**WORK REQUEST**: Word for word, restate every record.

[Saved data entries]
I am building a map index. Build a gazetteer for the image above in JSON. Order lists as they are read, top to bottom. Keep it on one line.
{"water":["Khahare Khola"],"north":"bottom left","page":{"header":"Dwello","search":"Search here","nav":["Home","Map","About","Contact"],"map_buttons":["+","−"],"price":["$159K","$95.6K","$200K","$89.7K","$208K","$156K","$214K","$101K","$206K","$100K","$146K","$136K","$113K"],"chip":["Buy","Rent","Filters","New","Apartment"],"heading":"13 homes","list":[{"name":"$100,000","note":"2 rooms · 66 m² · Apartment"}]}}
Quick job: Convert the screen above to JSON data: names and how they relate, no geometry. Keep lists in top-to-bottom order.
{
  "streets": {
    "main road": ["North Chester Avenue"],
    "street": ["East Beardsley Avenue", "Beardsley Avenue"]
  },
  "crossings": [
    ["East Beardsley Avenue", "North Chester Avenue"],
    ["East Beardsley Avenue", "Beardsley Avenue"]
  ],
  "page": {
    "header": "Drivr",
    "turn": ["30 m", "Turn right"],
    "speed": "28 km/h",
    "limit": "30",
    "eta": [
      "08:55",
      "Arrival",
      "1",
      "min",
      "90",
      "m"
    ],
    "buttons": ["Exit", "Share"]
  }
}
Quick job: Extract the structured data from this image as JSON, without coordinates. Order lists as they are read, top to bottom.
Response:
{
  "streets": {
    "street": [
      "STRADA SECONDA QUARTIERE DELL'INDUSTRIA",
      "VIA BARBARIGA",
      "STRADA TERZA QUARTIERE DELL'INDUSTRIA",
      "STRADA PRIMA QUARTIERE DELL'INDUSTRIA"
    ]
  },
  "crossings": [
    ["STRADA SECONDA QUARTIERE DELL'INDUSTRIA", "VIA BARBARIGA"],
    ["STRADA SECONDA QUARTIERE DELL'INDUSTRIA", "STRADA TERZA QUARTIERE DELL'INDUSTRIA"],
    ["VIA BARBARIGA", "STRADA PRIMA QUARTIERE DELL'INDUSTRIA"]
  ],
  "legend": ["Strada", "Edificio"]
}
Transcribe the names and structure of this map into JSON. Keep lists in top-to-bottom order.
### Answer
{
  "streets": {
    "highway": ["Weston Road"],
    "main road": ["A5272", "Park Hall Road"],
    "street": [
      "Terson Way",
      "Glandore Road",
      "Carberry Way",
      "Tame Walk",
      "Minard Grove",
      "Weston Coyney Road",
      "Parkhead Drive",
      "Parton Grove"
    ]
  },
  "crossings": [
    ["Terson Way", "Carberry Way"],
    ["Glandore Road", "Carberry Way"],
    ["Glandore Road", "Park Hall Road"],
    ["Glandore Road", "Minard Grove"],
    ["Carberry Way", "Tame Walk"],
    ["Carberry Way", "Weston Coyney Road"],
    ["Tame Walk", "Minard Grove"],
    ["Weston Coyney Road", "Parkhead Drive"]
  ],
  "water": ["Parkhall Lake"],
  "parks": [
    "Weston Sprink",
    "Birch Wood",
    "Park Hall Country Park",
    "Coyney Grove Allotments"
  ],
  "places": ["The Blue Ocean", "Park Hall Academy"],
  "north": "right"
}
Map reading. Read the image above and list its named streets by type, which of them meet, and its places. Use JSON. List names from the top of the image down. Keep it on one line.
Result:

**EXERCISE ANSWER**:
I am building a map index. Build a gazetteer for the image above in JSON. Order lists as they are read, top to bottom. Keep it on one line.
{"water":["Khahare Khola"],"north":"bottom left","page":{"header":"Dwello","search":"Search here","nav":["Home","Map","About","Contact"],"map_buttons":["+","−"],"price":["$159K","$95.6K","$200K","$89.7K","$208K","$156K","$214K","$101K","$206K","$100K","$146K","$136K","$113K"],"chip":["Buy","Rent","Filters","New","Apartment"],"heading":"13 homes","list":[{"name":"$100,000","note":"2 rooms · 66 m² · Apartment"}]}}
Quick job: Convert the screen above to JSON data: names and how they relate, no geometry. Keep lists in top-to-bottom order.
{
  "streets": {
    "main road": ["North Chester Avenue"],
    "street": ["East Beardsley Avenue", "Beardsley Avenue"]
  },
  "crossings": [
    ["East Beardsley Avenue", "North Chester Avenue"],
    ["East Beardsley Avenue", "Beardsley Avenue"]
  ],
  "page": {
    "header": "Drivr",
    "turn": ["30 m", "Turn right"],
    "speed": "28 km/h",
    "limit": "30",
    "eta": [
      "08:55",
      "Arrival",
      "1",
      "min",
      "90",
      "m"
    ],
    "buttons": ["Exit", "Share"]
  }
}
Quick job: Extract the structured data from this image as JSON, without coordinates. Order lists as they are read, top to bottom.
Response:
{
  "streets": {
    "street": [
      "STRADA SECONDA QUARTIERE DELL'INDUSTRIA",
      "VIA BARBARIGA",
      "STRADA TERZA QUARTIERE DELL'INDUSTRIA",
      "STRADA PRIMA QUARTIERE DELL'INDUSTRIA"
    ]
  },
  "crossings": [
    ["STRADA SECONDA QUARTIERE DELL'INDUSTRIA", "VIA BARBARIGA"],
    ["STRADA SECONDA QUARTIERE DELL'INDUSTRIA", "STRADA TERZA QUARTIERE DELL'INDUSTRIA"],
    ["VIA BARBARIGA", "STRADA PRIMA QUARTIERE DELL'INDUSTRIA"]
  ],
  "legend": ["Strada", "Edificio"]
}
Transcribe the names and structure of this map into JSON. Keep lists in top-to-bottom order.
### Answer
{
  "streets": {
    "highway": ["Weston Road"],
    "main road": ["A5272", "Park Hall Road"],
    "street": [
      "Terson Way",
      "Glandore Road",
      "Carberry Way",
      "Tame Walk",
      "Minard Grove",
      "Weston Coyney Road",
      "Parkhead Drive",
      "Parton Grove"
    ]
  },
  "crossings": [
    ["Terson Way", "Carberry Way"],
    ["Glandore Road", "Carberry Way"],
    ["Glandore Road", "Park Hall Road"],
    ["Glandore Road", "Minard Grove"],
    ["Carberry Way", "Tame Walk"],
    ["Carberry Way", "Weston Coyney Road"],
    ["Tame Walk", "Minard Grove"],
    ["Weston Coyney Road", "Parkhead Drive"]
  ],
  "water": ["Parkhall Lake"],
  "parks": [
    "Weston Sprink",
    "Birch Wood",
    "Park Hall Country Park",
    "Coyney Grove Allotments"
  ],
  "places": ["The Blue Ocean", "Park Hall Academy"],
  "north": "right"
}
Map reading. Read the image above and list its named streets by type, which of them meet, and its places. Use JSON. List names from the top of the image down. Keep it on one line.
Result:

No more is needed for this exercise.